At least one appraisal firm is using the Chicago Board Options Exchange Volatility Index, or VIX, as a measure to value a private company stake or a large block of restricted public stock. It plans to use some of these valuations to apply for refunds on taxes paid for 2008 and 2009.
The firm, FMV Opinions, sees the VIX as a way to determine how much of a discount can be taken for tax purposes by the owner of an illiquid asset, such as a noncontrolling stake in a private company. The more volatile financial markets are, the more likely it is that the asset might have to be discounted to find a buyer.
The VIX has risen markedly as stocks have become more volatile in recent weeks, making it a good time to set the tax value of assets.
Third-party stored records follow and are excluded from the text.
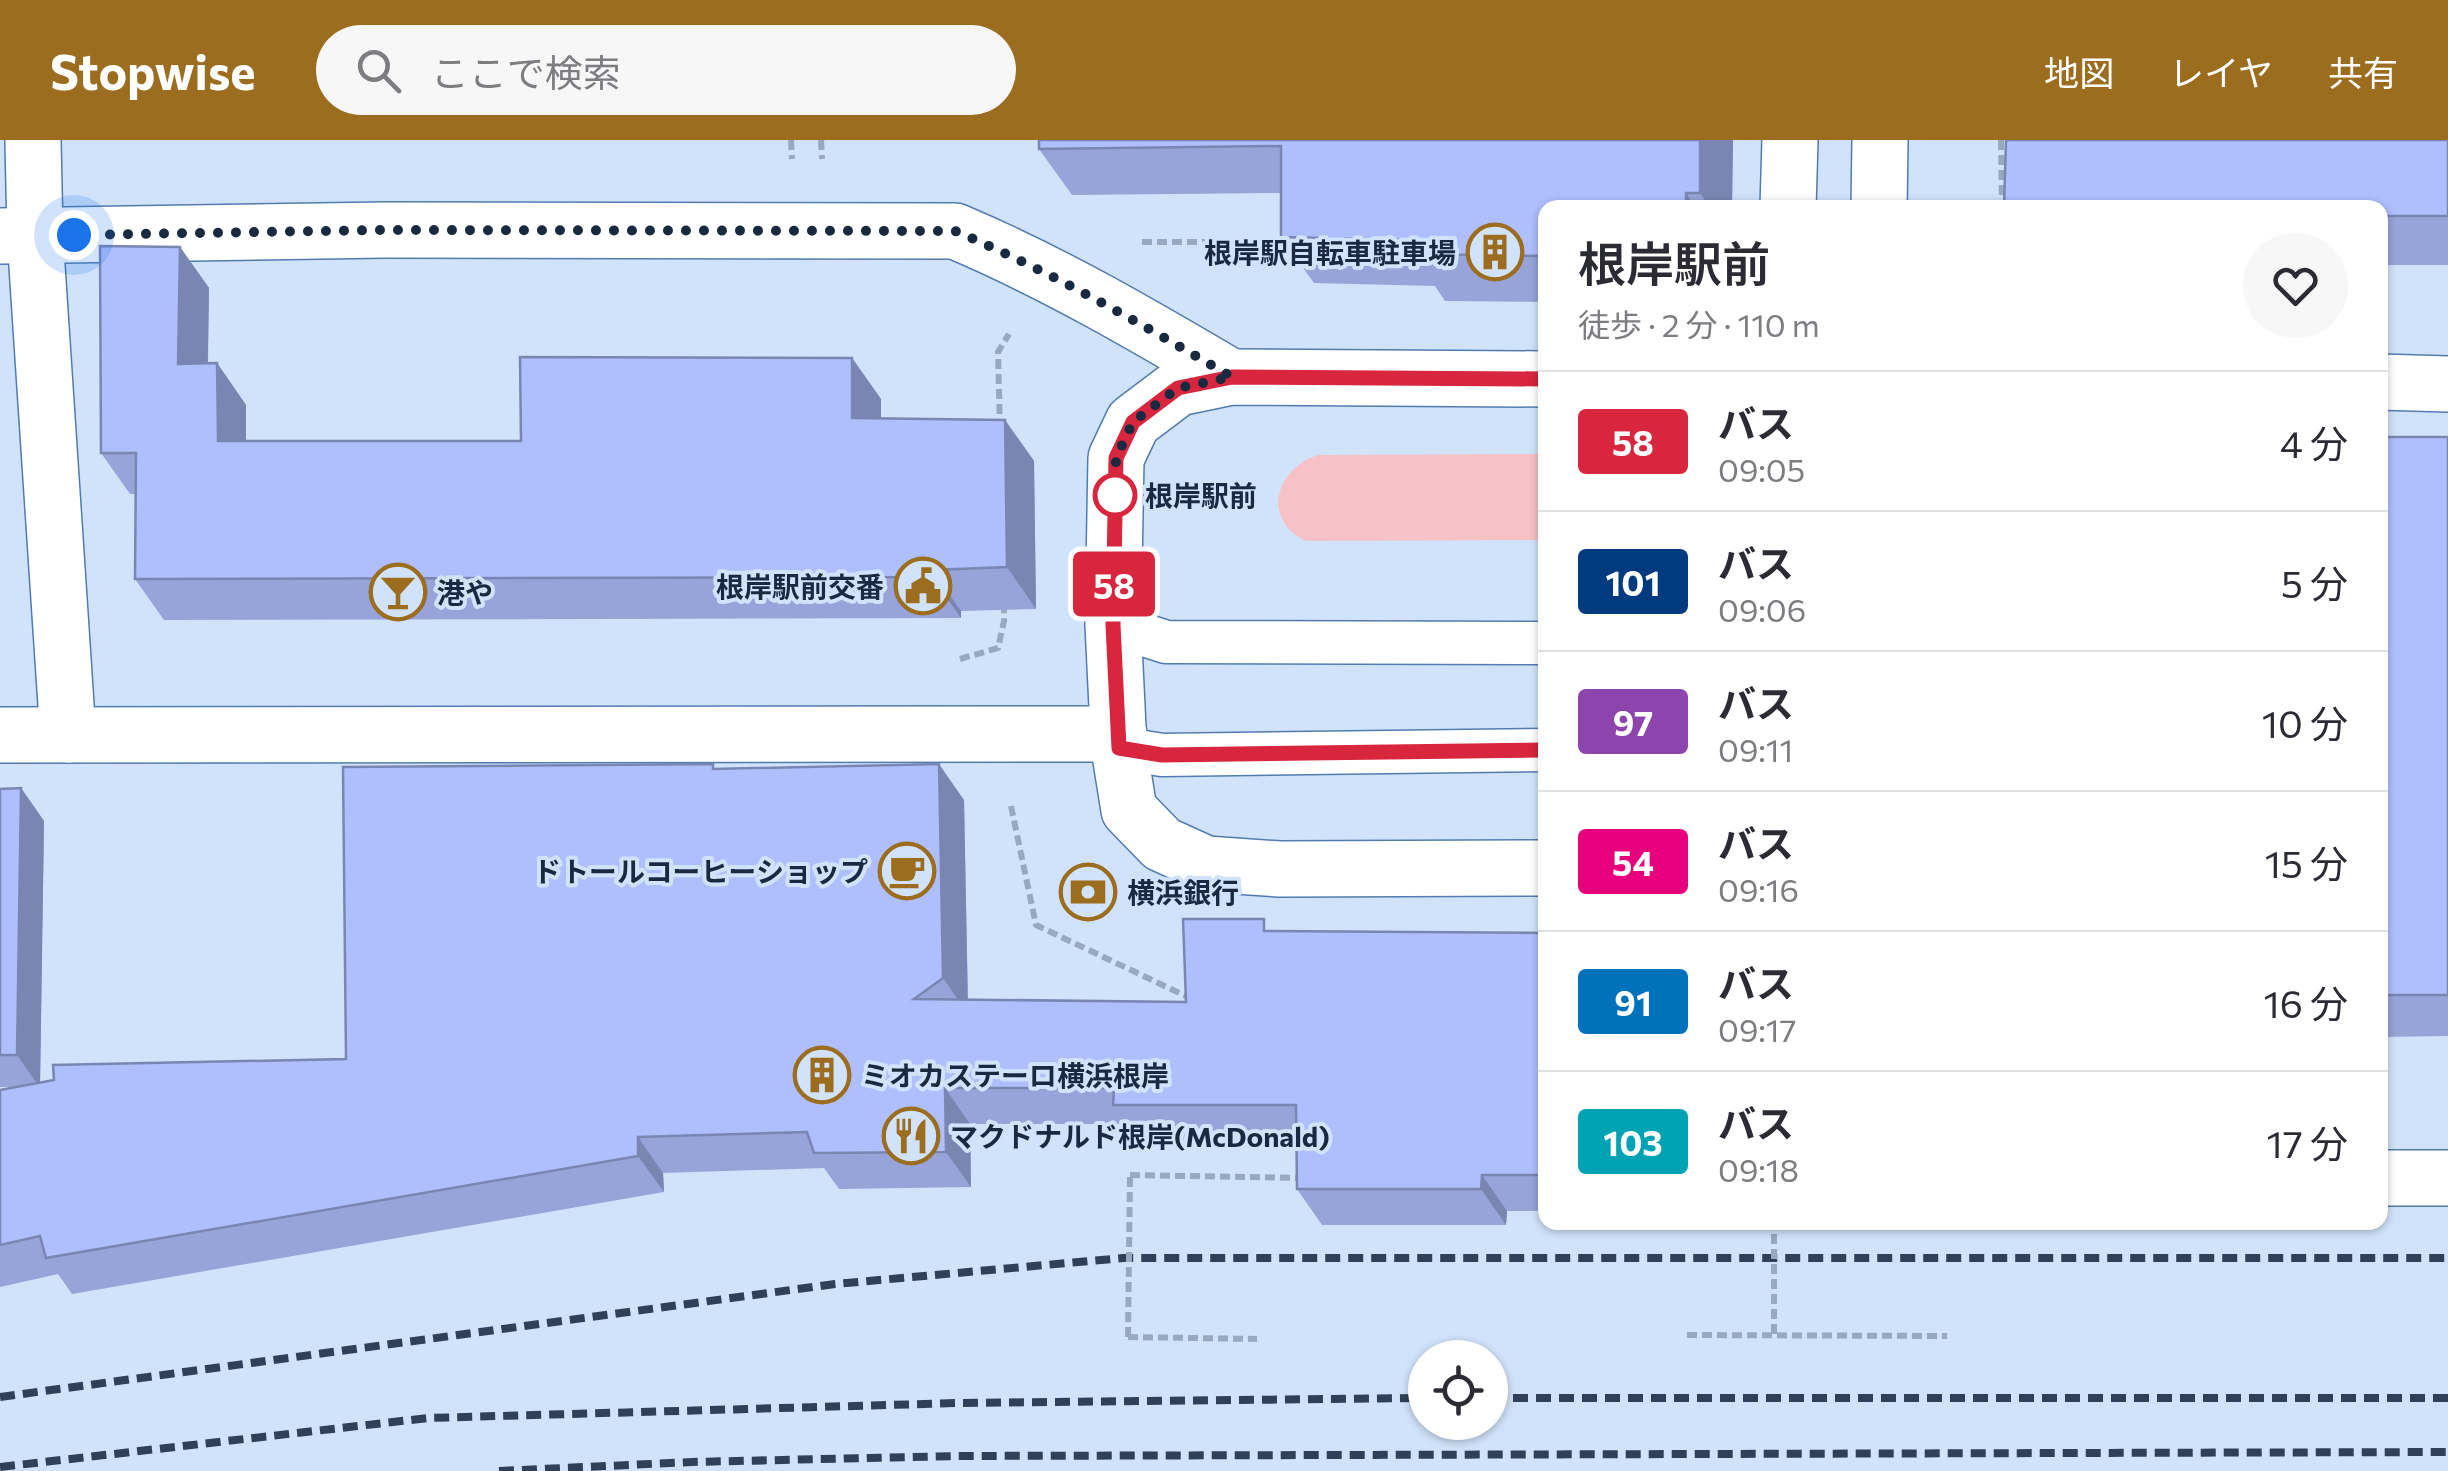 <!DOCTYPE html>
<html lang="ja">
<head>
<meta charset="utf-8">
<style>
  :root { --surface:#fff; --page:#f7f7f7; --text:#2b2b33; --muted:#7c7c81; --line:#e1e1e2; --accent:#9c6c1f }
  body { margin:0; font-family:Commissioner,"Noto Sans JP",sans-serif; background:var(--page); color:var(--text); height:100vh; display:flex; flex-direction:column; font-size:38px; white-space:nowrap }
  * { box-sizing:border-box; margin:0 }
  p { font-size:32px; color:var(--muted) }
  .icon { flex:none; width:55px; height:55px; fill:none; stroke:currentColor; stroke-width:2; stroke-linecap:round; stroke-linejoin:round }
  .map { position:relative; flex:1; overflow:hidden }
  .details { position:absolute; left:1538px; top:60px; width:850px; height:1030px; display:flex; flex-direction:column; background:var(--surface); border-radius:20px; box-shadow:0 2px 8px #0004 }
  .details>* { flex:none }
  .badge { padding:0 20px; border-radius:8px; font-size:35px; line-height:65px }
  .buttons { position:absolute; left:1408px; top:1200px; display:grid; gap:20px }
  .buttons a { display:grid; place-items:center; width:100px; height:100px; border-radius:50%; background:var(--surface); box-shadow:0 2px 8px #0004; font-size:50px }
  .you { position:absolute; width:50px; height:50px; margin:-25px; border:8px solid #fff; border-radius:50%; background:#1a73e8; box-shadow:0 0 0 15px #1a73e833 }
  .map>.badge { position:absolute; translate:-50% -50%; box-shadow:0 0 0 5px #fff }
  .round { display:grid; place-items:center; flex:none; width:105px; height:105px; border-radius:52px; background:var(--page) }
  .overview { display:flex; align-items:center; justify-content:space-between; height:170px; padding:0 40px }
  h1 { font-size:48px; font-weight:600; line-height:75px }
  ul { padding:0; list-style:none }
  li { display:flex; align-items:center; gap:30px; height:140px; padding:0 40px; border-top:2px solid var(--line) }
  li div { flex:1 }
  li b { display:block; font-size:38px }
  li em { font-style:normal }
  li .badge { min-width:110px; font-weight:700; text-align:center }
  header { display:flex; align-items:center; gap:60px; box-sizing:border-box; height:140px; padding:0 50px; background:var(--accent); color:#fff }
  header strong { font-size:48px }
  nav { display:flex; gap:55px; margin-inline-start:auto; font-size:35px }
  .search { width:700px; height:90px; background:var(--page); display:flex; align-items:center; gap:25px; box-sizing:border-box; padding:0 35px; border-radius:55px; color:var(--muted); font-size:38px }
  .map>svg:first-child { display:block }
</style>
</head>
<body>
<header>
<strong>Stopwise</strong>
<div class="search"><svg class="icon" aria-label="search" viewBox="0 0 24 24"><circle cx="10" cy="10" r="6"/><path d="M15 15l6 6"/></svg>ここで検索</div>
<nav><a>地図</a><a>レイヤ</a><a>共有</a></nav>
</header>
<div class="map">
<svg width="2448" height="1331" viewBox="0 0 2448 1331">
  <rect width="100%" height="100%" fill="#d1e3fa"/>
  <path fill="#f7c2c5" d="M1545,314V400L1306,401C1261,380 1275,329 1318,315Z"/>
  <g fill="none" stroke-linecap="round" stroke-linejoin="round">
    <g stroke="#517caf" stroke-width="45">
      <g id="service">
        <polyline points="1113,485 1166,502 1545,503"/>
        <polyline points="1119,608 1162,615 1545,610"/>
      </g>
    </g>
    <g stroke="#517caf" stroke-width="58">
      <g id="minor">
        <polyline points="33,0 35,96 68,595"/>
        <polyline points="1788,68 1790,0"/>
        <polyline points="1879,68 1880,0"/>
        <path d="M0,96L385,90L955,91C1052,132 1141,184 1231,237"/>
        <polyline points="1545,239 1231,237 1178,248 1133,282 1116,318 1113,485 1119,608 1129,670 1162,704 1206,724 1280,729 1545,728"/>
        <polyline points="2380,242 2448,244"/>
        <polyline points="0,595 1119,594"/>
        <polyline points="2380,1038 2448,1038"/>
      </g>
    </g>
    <g stroke="#97a9bf" stroke-width="6" stroke-dasharray="10 5" stroke-linecap="butt">
      <polyline points="791,0 792,19"/>
      <polyline points="821,0 822,19"/>
      <polyline points="2001,0 2002,68"/>
      <polyline points="1142,102 1289,102"/>
      <polyline points="1000,289 998,212 1009,194"/>
      <polyline points="960,519 998,508 1004,481 1004,461"/>
      <polyline points="1011,666 1036,785 1190,858"/>
      <polyline points="1130,1035 1306,1038"/>
      <polyline points="1687,1195 1947,1196"/>
      <polyline points="1128,1197 1257,1199"/>
    </g>
    <use href="#service" stroke="#fff" stroke-width="42"/>
    <use href="#minor" stroke="#fff" stroke-width="55"/>
    <g stroke="#304157" stroke-width="8" stroke-dasharray="15 8" stroke-linecap="butt">
      <polyline points="0,1257 835,1144 1123,1118 2448,1118"/>
      <polyline points="1490,1258 2448,1258"/>
      <polyline points="0,1327 428,1278 959,1263 1425,1258"/>
      <polyline points="499,1331 692,1322 958,1316 2448,1312"/>
    </g>
    <g stroke="#97a9bf" stroke-width="6" stroke-dasharray="10 5" stroke-linecap="butt">
      <polyline points="1774,1194 1774,1082"/>
      <polyline points="1128,1197 1130,1035"/>
    </g>
  </g>
  <g fill="#96a4da">
    <polygon points="1039,0 1733,0 1732,68 1545,68 1545,162 1445,161 1435,146 1314,143 1281,97 1281,53 1072,55 1039,9"/>
    <polygon points="2448,0 2448,125 2380,125 2380,68"/>
    <polygon points="180,107 209,148 208,223 217,223 246,265 246,301 521,301 852,218 881,259 881,278 1005,280 1034,321 1036,469 961,471 961,478 164,480 135,439 135,354 130,354 101,313"/>
    <polygon points="2380,297 2448,297 2448,896 2380,897"/>
    <polygon points="716,629 964,660 968,860 1186,862 1272,791 1545,793 1545,1071 1507,1071 1506,1085 1322,1085 1297,1049 1297,1000 1138,1001 1127,984 970,984 971,1047 839,1049 824,1028 663,1033 664,1052 72,1154 58,1134 0,1147 0,950 14,947 0,947 0,649 21,648 44,681 40,942 346,919"/>
  </g>
  <g fill="#7a86b2">
    <polygon points="1700,0 1733,0 1732,68 1710,68 1700,53"/>
    <polygon points="1686,53 1696,68 1686,68"/>
    <polygon points="180,107 209,148 207,265 178,224"/>
    <polygon points="852,218 881,259 881,319 852,278"/>
    <polygon points="217,223 246,265 246,343 218,301"/>
    <polygon points="1005,280 1034,321 1036,469 1007,427"/>
    <polygon points="932,430 961,471 961,478 932,437"/>
    <polygon points="939,624 964,660 968,874 943,838"/>
    <polygon points="21,648 44,681 40,948 17,915"/>
    <polygon points="945,948 970,984 971,1047 946,1012"/>
    <polygon points="638,997 663,1033 664,1052 638,1016"/>
    <polygon points="1482,1035 1507,1071 1506,1085 1481,1049"/>
  </g>
  <g fill="#afbffe" stroke="#7a86b2" stroke-width="2.5">
    <polygon points="1039,0 1700,0 1700,53 1686,53 1686,68 1545,68 1545,116 1412,114 1413,100 1281,97 1281,6 1039,9"/>
    <polygon points="2006,0 2448,0 2448,76 2380,76 2380,68 2004,68"/>
    <polygon points="100,106 180,107 178,224 217,223 218,301 521,301 520,217 852,218 852,278 1005,280 1007,427 932,430 932,437 135,439 136,313 101,313"/>
    <rect x="2380" y="297" width="68" height="558"/>
    <polygon points="713,624 713,629 939,624 943,838 914,859 1186,862 1183,779 1264,779 1264,791 1545,793 1545,1035 1482,1035 1481,1049 1297,1049 1296,965 1113,965 1114,948 945,948 946,1012 814,1013 807,992 638,997 638,1016 46,1118 40,1096 0,1105 0,950 54,940 53,925 346,919 343,627"/>
    <polygon points="21,648 17,915 0,915 0,649"/>
  </g>
  <g fill="none" stroke-linecap="round" stroke-linejoin="round">
    <g stroke="#fff" stroke-width="22">
      <polyline id="line" points="1545,239 1232,237 1178,248 1133,282 1116,318 1113,485 1119,608 1162,615 1545,610"/>
    </g>
    <use href="#line" stroke="#d7263d" stroke-width="15"/>
    <path stroke="#192a40" stroke-width="10" stroke-dasharray="0 18" d="M74,95L385,90L955,91C1052,132 1141,184 1232,237L1178,248L1133,282L1116,318L1115,355"/>
  </g>
  <defs>
    <g id="building-ring" transform="scale(2.875)"><circle r="9.5" fill="#d1e3fa" stroke="#9c6c1f" stroke-width="1.5"/><path d="M-4-6H4V6H1V3H-1V6H-4ZM-2.5-4.3h1.7v1.8h-1.7ZM.8-4.3h1.7v1.8H.8ZM-2.5-1h1.7V.8h-1.7ZM.8-1h1.7V.8H.8Z" fill="#9c6c1f"/></g>
    <g id="civic-ring" transform="scale(2.875)"><circle r="9.5" fill="#d1e3fa" stroke="#9c6c1f" stroke-width="1.5"/><path d="M-.6-6.5H3V-4.5H.6V-3L4-1V1h2V6H-6V1h2V-1L-.6-3ZM-1.2 2.5V6h2.4V2.5Z" fill="#9c6c1f"/></g>
    <g id="bar-ring" transform="scale(2.875)"><circle r="9.5" fill="#d1e3fa" stroke="#9c6c1f" stroke-width="1.5"/><path d="M-6-5H6L.8 .8V4.5H3.5V6h-7V4.5H-.8V.8Z" fill="#9c6c1f"/></g>
    <g id="cafe-ring" transform="scale(2.875)"><circle r="9.5" fill="#d1e3fa" stroke="#9c6c1f" stroke-width="1.5"/><path d="M-5.5-4.5H6V0H3Q3 3.5 0 3.5H-2.5Q-5.5 3.5-5.5 0ZM3-3.2v2h1.7v-2ZM-6 4.5H4V6H-6Z" fill="#9c6c1f"/></g>
    <g id="bank-ring" transform="scale(2.875)"><circle r="9.5" fill="#d1e3fa" stroke="#9c6c1f" stroke-width="1.5"/><path d="M-6-4H6V4H-6ZM0-2.3a2.3 2.3 0 1 0 0 4.6a2.3 2.3 0 1 0 0-4.6Z" fill="#9c6c1f"/></g>
    <g id="restaurant-ring" transform="scale(2.875)"><circle r="9.5" fill="#d1e3fa" stroke="#9c6c1f" stroke-width="1.5"/><path d="M-5-6h1v4h1v-4h1v4h1v-4h1v5L-1.5 .5V6h-2V.5L-5-1ZM5-6V6H3V1.5H1.5Q1.5-4 5-6Z" fill="#9c6c1f"/></g>
  </defs>
  <g fill-rule="evenodd">
    <use href="#building-ring" x="1495" y="112"/>
    <use href="#civic-ring" x="923" y="446"/>
    <use href="#bar-ring" x="398" y="452"/>
    <use href="#cafe-ring" x="907" y="731"/>
    <use href="#bank-ring" x="1088" y="752"/>
    <use href="#building-ring" x="822" y="935"/>
    <use href="#restaurant-ring" x="911" y="996"/>
  </g>
  <circle fill="#fff" stroke="#d7263d" stroke-width="5" cx="1115" cy="355" r="20"/>
  <g text-anchor="middle" dominant-baseline="central" stroke-width="8" stroke-linejoin="round" paint-order="stroke">
    <g font-size="28" font-weight="bold" fill="#192a40" stroke="#d1e3fa" text-anchor="start">
      <text x="1456" y="112" text-anchor="end">根岸駅自転車駐車場</text>
      <text x="884" y="446" text-anchor="end">根岸駅前交番</text>
      <text x="437" y="452">港や</text>
      <text x="868" y="731" text-anchor="end">ドトールコーヒーショップ</text>
      <text x="1127" y="752">横浜銀行</text>
      <text x="861" y="935">ミオカステーロ横浜根岸</text>
      <text x="950" y="996">マクドナルド根岸(McDonald)</text>
    </g>
    <g font-size="28" font-weight="bold" fill="#192a40" stroke="#d1e3fa" text-anchor="start">
      <text x="1145" y="355">根岸駅前</text>
    </g>
  </g>
</svg>
<div class="buttons">
<a><svg class="icon" aria-label="locate" viewBox="0 0 24 24"><circle cx="12" cy="12" r="6"/><path d="M12 2v4M12 18v4M2 12h4M18 12h4"/></svg></a>
</div>
<div class="you" style="left:74px;top:95px"></div>
<b class="badge" style="left:1114px;top:444px;background:#d7263d;color:#fff">58</b>
<section class="details">
<div class="overview"><div><h1>根岸駅前</h1><p>徒歩 · 2 分 · 110 m</p></div><a class="round"><svg class="icon" aria-label="heart" viewBox="0 0 24 24"><path d="M12 20l-8-8c-3-5 5-10 8-4 3-6 11-1 8 4z"/></svg></a></div>
<ul>
<li><span class="badge" style="background:#d7263d;color:#fff">58</span><div><b>バス</b><p>09:05</p></div><em>4 分</em></li>
<li><span class="badge" style="background:#003b80;color:#fff">101</span><div><b>バス</b><p>09:06</p></div><em>5 分</em></li>
<li><span class="badge" style="background:#8e44ad;color:#fff">97</span><div><b>バス</b><p>09:11</p></div><em>10 分</em></li>
<li><span class="badge" style="background:#e6007e;color:#fff">54</span><div><b>バス</b><p>09:16</p></div><em>15 分</em></li>
<li><span class="badge" style="background:#0072bc;color:#fff">91</span><div><b>バス</b><p>09:17</p></div><em>16 分</em></li>
<li><span class="badge" style="background:#00a3b4;color:#fff">103</span><div><b>バス</b><p>09:18</p></div><em>17 分</em></li>
</ul>
</section>
</div>
</body>
</html>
Lance S. Hall, cofounder and president of FMV Opinions, says his firm started developing the VIX as a tool to figure discounts after the market meltdown that began in Sept. 2008. He believes it can be used, along with restricted stock data found in Securities and Exchange Commission Forms 10-K and S-2, to show that valuations set in 2008 and 2009 were, in retrospect, too high. Clients can then use that information to file for refunds of overpayments.
Appraisers have not yet embraced the practice widely, but even those who don't see the VIX as a tool to value specific assets say the index has taken on more significance for them. It wasn't a focus before the recession, but has now "gotten the attention of more people across the financial markets," said Scott A. Nammacher, managing director, Empire Valuation Consultants, LLC.
The VIX become a new "general market risk" gauge to help people "better judge the size of these discounts relative to what is typically used in more stable markets," Nammacher said. He stressed that is still up to the appraiser to justify the discounts with specific models, studies or logic.
In estate and gift tax parlance, a stake in a company is known as a "fractional interest." A common estate planning technique for a wealthy business owner is to reduce the value of his company for tax purposes by giving gifts of minority interests to family. These gifted interests can be valued at a discount for gift tax purposes. Over time, a series of such gifts can remove the owner's "control" over the assets, allowing his remaining ownership to be discounted for estate tax purposes.
Even in the case of publicly traded company shares, discounts also apply if a taxpayer can prove to the Internal Revenue Service that shares of a public company are less marketable, usually because of contractual or regulatory restrictions-for example, in the case of an insider.
For many years, the tax authorities have accepted the use of restricted stock comparisons to determine discounts.